- **Recorded data**
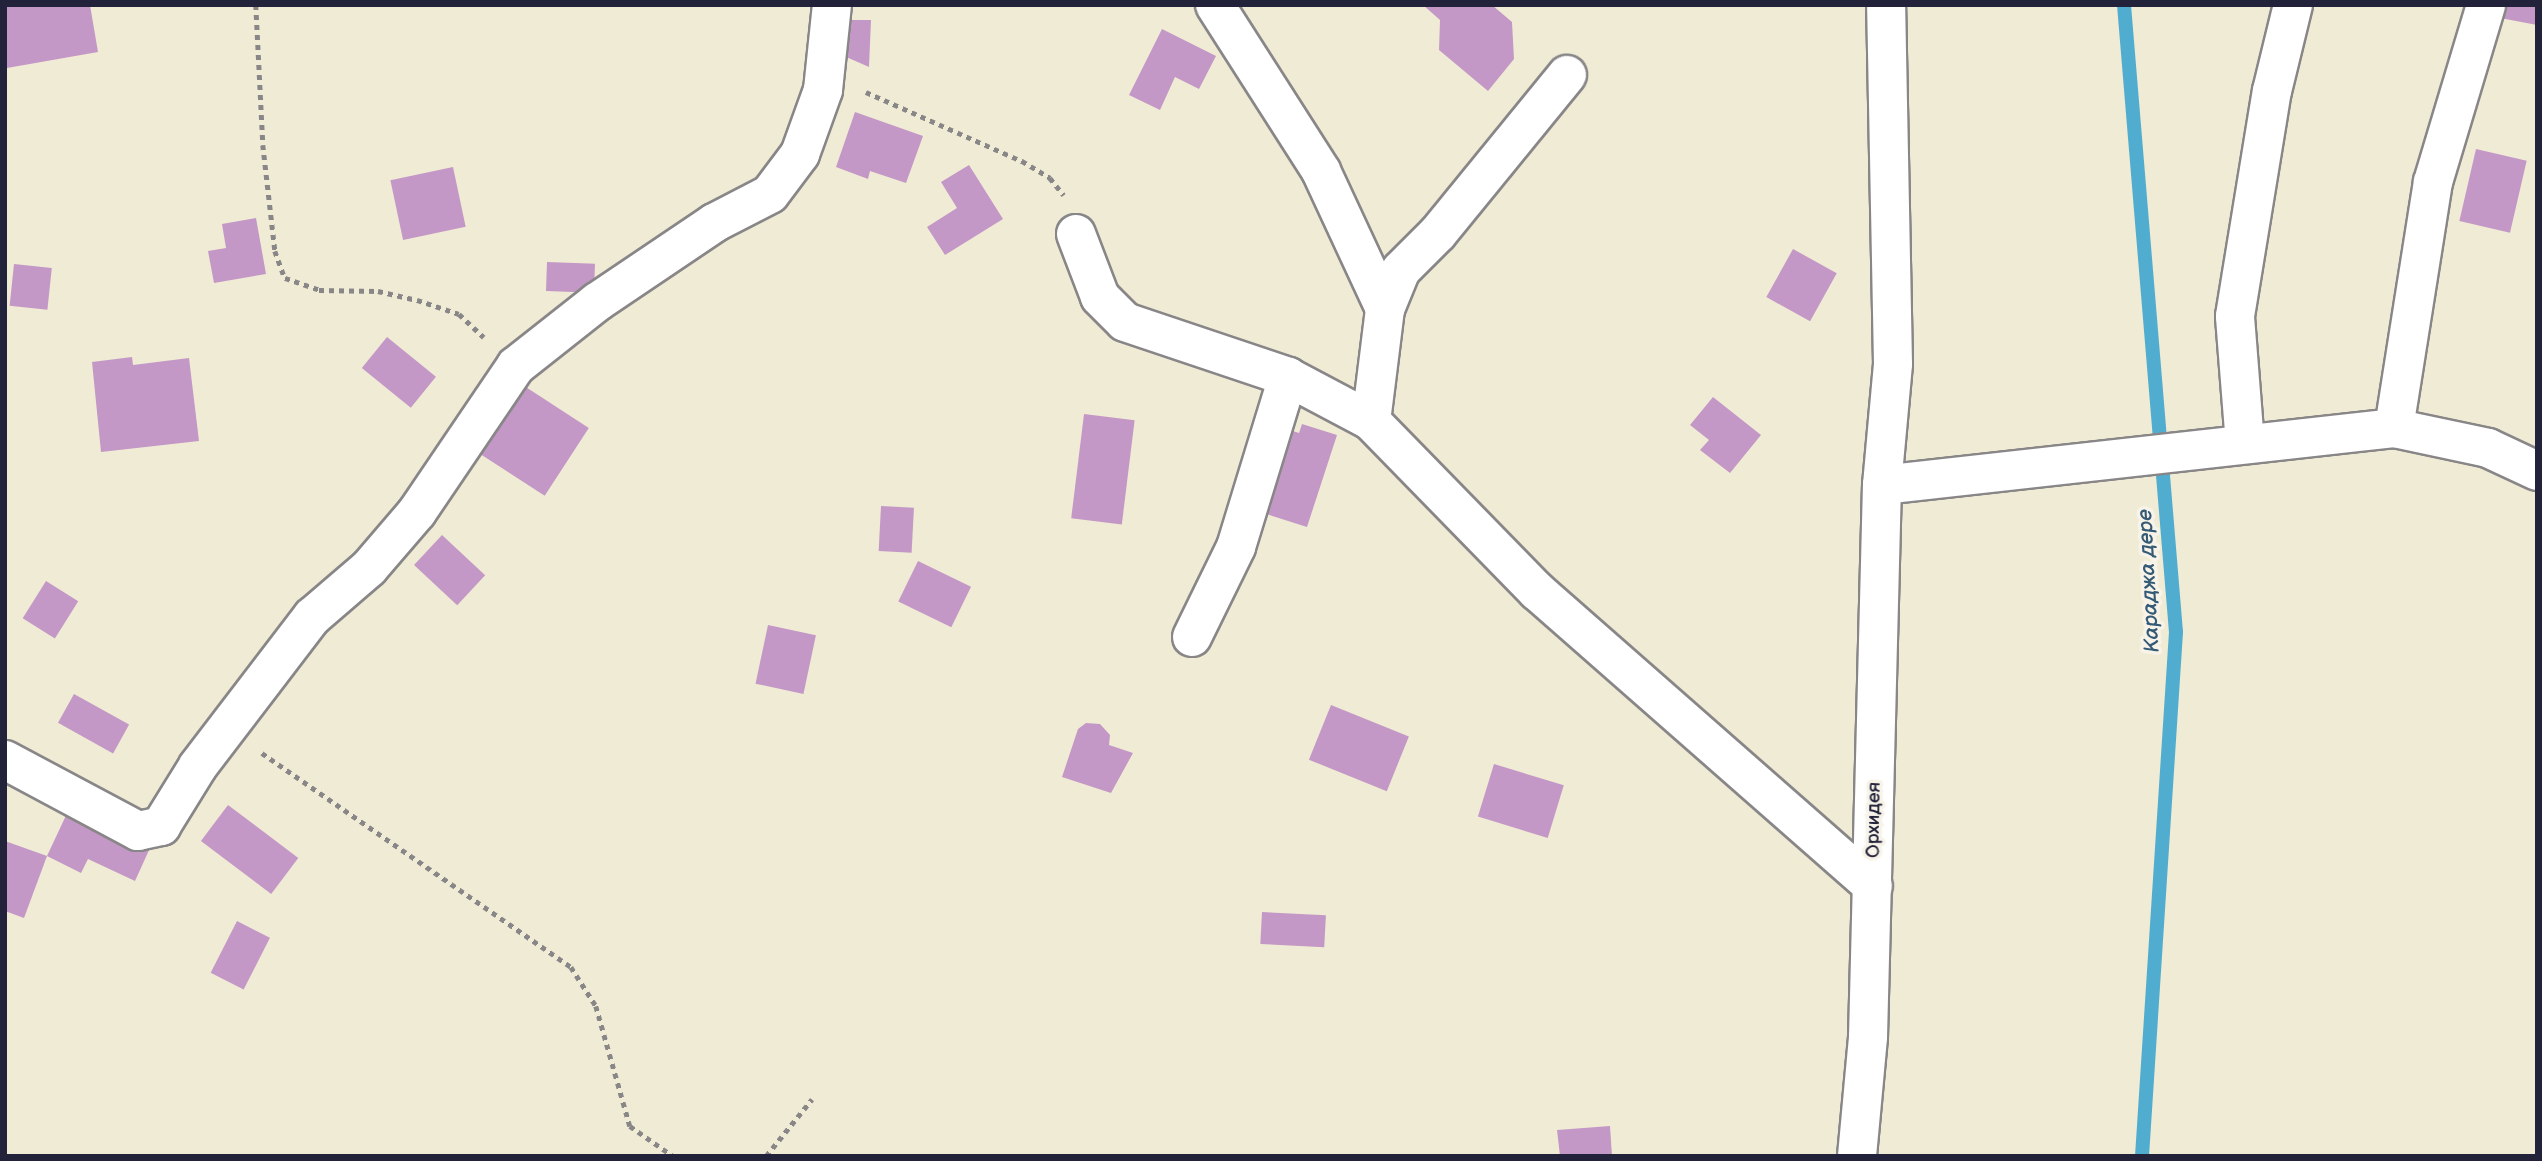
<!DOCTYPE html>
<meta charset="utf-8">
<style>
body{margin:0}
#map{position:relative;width:2542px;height:1161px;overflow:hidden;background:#f0ebd5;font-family:"Balsamiq Sans",sans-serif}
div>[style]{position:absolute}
.stream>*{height:14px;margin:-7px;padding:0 7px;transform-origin:7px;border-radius:7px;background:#51adcf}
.building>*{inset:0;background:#c498c6;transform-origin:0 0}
.path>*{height:4.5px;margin-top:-2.25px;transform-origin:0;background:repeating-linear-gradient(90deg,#898688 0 5px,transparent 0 10px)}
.roads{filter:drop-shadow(2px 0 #898688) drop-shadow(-2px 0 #898688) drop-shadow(0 2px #898688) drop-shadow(0 -2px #898688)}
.minor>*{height:38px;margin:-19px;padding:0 19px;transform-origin:19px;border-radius:19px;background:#fff}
span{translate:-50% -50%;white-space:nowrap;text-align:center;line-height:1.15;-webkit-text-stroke:7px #f7f3e8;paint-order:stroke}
.street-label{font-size:19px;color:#22223b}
.water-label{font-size:21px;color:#355a76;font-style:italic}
.frame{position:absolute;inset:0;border:7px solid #22223b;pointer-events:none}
</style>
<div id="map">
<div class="stream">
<i style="left:2124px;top:5px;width:629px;rotate:85.26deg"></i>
<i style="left:2176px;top:632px;width:525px;rotate:93.71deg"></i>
</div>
<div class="building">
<i style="clip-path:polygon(5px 5px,90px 5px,98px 52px,7px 68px)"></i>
<i style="clip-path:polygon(1423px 5px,1492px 5px,1512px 22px,1514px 59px,1488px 91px,1439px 50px,1440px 20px)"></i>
<i style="clip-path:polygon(2497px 5px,2537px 5px,2537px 25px,2495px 17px)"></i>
<i style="clip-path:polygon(842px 20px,871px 20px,869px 67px,844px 56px)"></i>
<i style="clip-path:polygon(1162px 29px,1216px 56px,1199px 89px,1175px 77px,1160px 110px,1129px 95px)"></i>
<i style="clip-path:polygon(855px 112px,923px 136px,906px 183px,870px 171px,868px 179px,836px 167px)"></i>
<i style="left:2476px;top:149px;width:52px;height:74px;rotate:13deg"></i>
<i style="clip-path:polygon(969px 165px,1003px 219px,945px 255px,927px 227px,957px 208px,941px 182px)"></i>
<i style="left:453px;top:167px;width:61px;height:64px;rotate:78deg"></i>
<i style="clip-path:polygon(256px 218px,266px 274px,214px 283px,208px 251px,226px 248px,222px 224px)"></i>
<i style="left:1793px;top:249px;width:50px;height:55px;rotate:29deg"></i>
<i style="left:547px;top:262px;width:48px;height:29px;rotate:2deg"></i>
<i style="left:14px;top:264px;width:38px;height:42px;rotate:6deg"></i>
<i style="left:387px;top:337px;width:63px;height:40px;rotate:39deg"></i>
<i style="clip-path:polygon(132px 357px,133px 365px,189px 358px,199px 441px,101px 452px,92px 362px)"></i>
<i style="left:515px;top:380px;width:88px;height:81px;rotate:33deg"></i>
<i style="clip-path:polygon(1713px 397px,1761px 435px,1730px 473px,1700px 450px,1709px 440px,1690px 425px)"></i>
<i style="left:1084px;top:414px;width:51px;height:105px;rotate:7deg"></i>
<i style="clip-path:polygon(1302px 424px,1337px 435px,1307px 527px,1257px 511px,1284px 428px,1299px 433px)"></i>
<i style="left:881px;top:506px;width:33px;height:45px;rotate:3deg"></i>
<i style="left:442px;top:535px;width:59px;height:41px;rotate:43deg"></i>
<i style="left:918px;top:561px;width:59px;height:45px;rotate:26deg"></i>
<i style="left:46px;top:581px;width:38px;height:44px;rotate:32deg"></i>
<i style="left:768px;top:625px;width:49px;height:60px;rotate:12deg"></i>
<i style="left:74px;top:694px;width:63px;height:33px;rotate:29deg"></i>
<i style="left:1331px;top:705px;width:84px;height:59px;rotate:22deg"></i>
<i style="clip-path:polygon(1086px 723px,1100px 724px,1110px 735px,1109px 745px,1133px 753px,1111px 793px,1062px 777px,1078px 729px)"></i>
<i style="left:1494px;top:764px;width:73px;height:55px;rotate:17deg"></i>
<i style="left:228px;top:805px;width:88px;height:45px;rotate:37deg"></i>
<i style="clip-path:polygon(69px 809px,150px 848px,135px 881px,88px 859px,81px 873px,47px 856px)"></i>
<i style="clip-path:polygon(5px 841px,47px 856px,24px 918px,5px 911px)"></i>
<i style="left:1262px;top:912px;width:64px;height:32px;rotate:3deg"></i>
<i style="left:237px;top:921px;width:37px;height:58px;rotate:27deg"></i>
<i style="clip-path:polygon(1610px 1126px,1612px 1156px,1560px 1156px,1557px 1130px)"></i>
</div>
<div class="path">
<i style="left:256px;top:5px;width:140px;rotate:87.1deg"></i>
<i style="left:263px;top:145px;width:107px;rotate:83.5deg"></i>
<i style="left:275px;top:251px;width:29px;rotate:70deg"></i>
<i style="left:285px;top:278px;width:36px;rotate:19deg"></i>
<i style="left:319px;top:290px;width:59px;rotate:1deg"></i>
<i style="left:378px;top:291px;width:40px;rotate:13deg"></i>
<i style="left:417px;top:300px;width:44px;rotate:18.4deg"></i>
<i style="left:459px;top:314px;width:34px;rotate:43deg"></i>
<i style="left:866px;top:92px;width:171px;rotate:23.9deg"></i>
<i style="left:1022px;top:161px;width:33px;rotate:31deg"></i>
<i style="left:1050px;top:178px;width:22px;rotate:51deg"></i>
<i style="left:262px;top:753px;width:376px;rotate:34.7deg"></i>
<i style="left:571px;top:967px;width:46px;rotate:57.3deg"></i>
<i style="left:596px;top:1006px;width:125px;rotate:74.2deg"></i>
<i style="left:630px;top:1126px;width:52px;rotate:34.9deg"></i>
<i style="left:766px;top:1156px;width:73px;rotate:-51.1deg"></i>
</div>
<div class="roads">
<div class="minor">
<i style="left:1215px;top:5px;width:197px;rotate:57.4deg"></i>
<i style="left:1321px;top:171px;width:152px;rotate:65.1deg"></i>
<i style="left:1385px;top:309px;width:113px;rotate:97.1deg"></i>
<i style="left:1076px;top:234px;width:67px;rotate:69.1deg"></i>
<i style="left:1100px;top:297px;width:35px;rotate:45deg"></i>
<i style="left:1125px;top:322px;width:172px;rotate:18.6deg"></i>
<i style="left:1288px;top:377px;width:94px;rotate:27.9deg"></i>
<i style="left:1371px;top:421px;width:238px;rotate:45.7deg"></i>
<i style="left:1537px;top:591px;width:447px;rotate:41.3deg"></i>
<i style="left:1385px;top:309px;width:42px;rotate:-67.7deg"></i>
<i style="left:1401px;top:270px;width:52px;rotate:-45deg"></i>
<i style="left:1438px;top:233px;width:204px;rotate:-50.8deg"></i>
<i style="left:2394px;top:428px;width:249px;rotate:-81deg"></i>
<i style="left:2433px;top:182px;width:185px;rotate:-73.3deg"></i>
<i style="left:2245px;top:444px;width:128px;rotate:-94.5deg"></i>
<i style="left:2235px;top:316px;width:228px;rotate:-80.7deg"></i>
<i style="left:2272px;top:91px;width:89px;rotate:-76.3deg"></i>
<i style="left:1882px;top:485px;width:515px;rotate:-6.35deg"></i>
<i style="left:2394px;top:428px;width:96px;rotate:12deg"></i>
<i style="left:2488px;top:448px;width:54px;rotate:25.1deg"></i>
<i style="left:1192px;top:637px;width:100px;rotate:-63.9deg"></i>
<i style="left:1236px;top:547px;width:178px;rotate:-73deg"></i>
<i style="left:5px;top:760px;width:151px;rotate:28.1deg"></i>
<i style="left:138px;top:831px;width:24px;rotate:-12deg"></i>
<i style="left:161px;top:826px;width:70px;rotate:-58.3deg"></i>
<i style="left:198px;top:766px;width:188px;rotate:-52.6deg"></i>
<i style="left:312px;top:617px;width:75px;rotate:-40.7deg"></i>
<i style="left:369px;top:568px;width:74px;rotate:-49.4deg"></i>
<i style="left:417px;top:512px;width:176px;rotate:-55.9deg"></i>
<i style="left:516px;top:366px;width:103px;rotate:-38.3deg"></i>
<i style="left:597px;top:302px;width:141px;rotate:-34deg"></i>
<i style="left:714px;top:223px;width:63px;rotate:-27.4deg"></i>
<i style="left:770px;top:194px;width:50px;rotate:-53.1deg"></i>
<i style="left:800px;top:154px;width:68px;rotate:-70.2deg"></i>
<i style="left:823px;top:90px;width:85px;rotate:-84deg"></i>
<i style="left:1857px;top:1156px;width:120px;rotate:-84.7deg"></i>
<i style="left:1868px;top:1037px;width:552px;rotate:-88.55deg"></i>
<i style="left:1882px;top:485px;width:121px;rotate:-84.8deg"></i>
<i style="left:1893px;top:364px;width:359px;rotate:-91.1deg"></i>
</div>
</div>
<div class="street-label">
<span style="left:1874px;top:820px;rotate:-89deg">Орхидея</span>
</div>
<div class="water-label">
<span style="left:2149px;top:581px;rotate:-93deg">Караджа дере</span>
</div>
<div class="frame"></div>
</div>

- **Directions for this task**
Output, line for line and exactly, the records above from their first line through the one with "0 #898688) drop-shadow(-2px", both ends included, but no pictures.

- **Answer box**
<!DOCTYPE html>
<meta charset="utf-8">
<style>
body{margin:0}
#map{position:relative;width:2542px;height:1161px;overflow:hidden;background:#f0ebd5;font-family:"Balsamiq Sans",sans-serif}
div>[style]{position:absolute}
.stream>*{height:14px;margin:-7px;padding:0 7px;transform-origin:7px;border-radius:7px;background:#51adcf}
.building>*{inset:0;background:#c498c6;transform-origin:0 0}
.path>*{height:4.5px;margin-top:-2.25px;transform-origin:0;background:repeating-linear-gradient(90deg,#898688 0 5px,transparent 0 10px)}
.roads{filter:drop-shadow(2px 0 #898688) drop-shadow(-2px 0 #898688) drop-shadow(0 2px #898688) drop-shadow(0 -2px #898688)}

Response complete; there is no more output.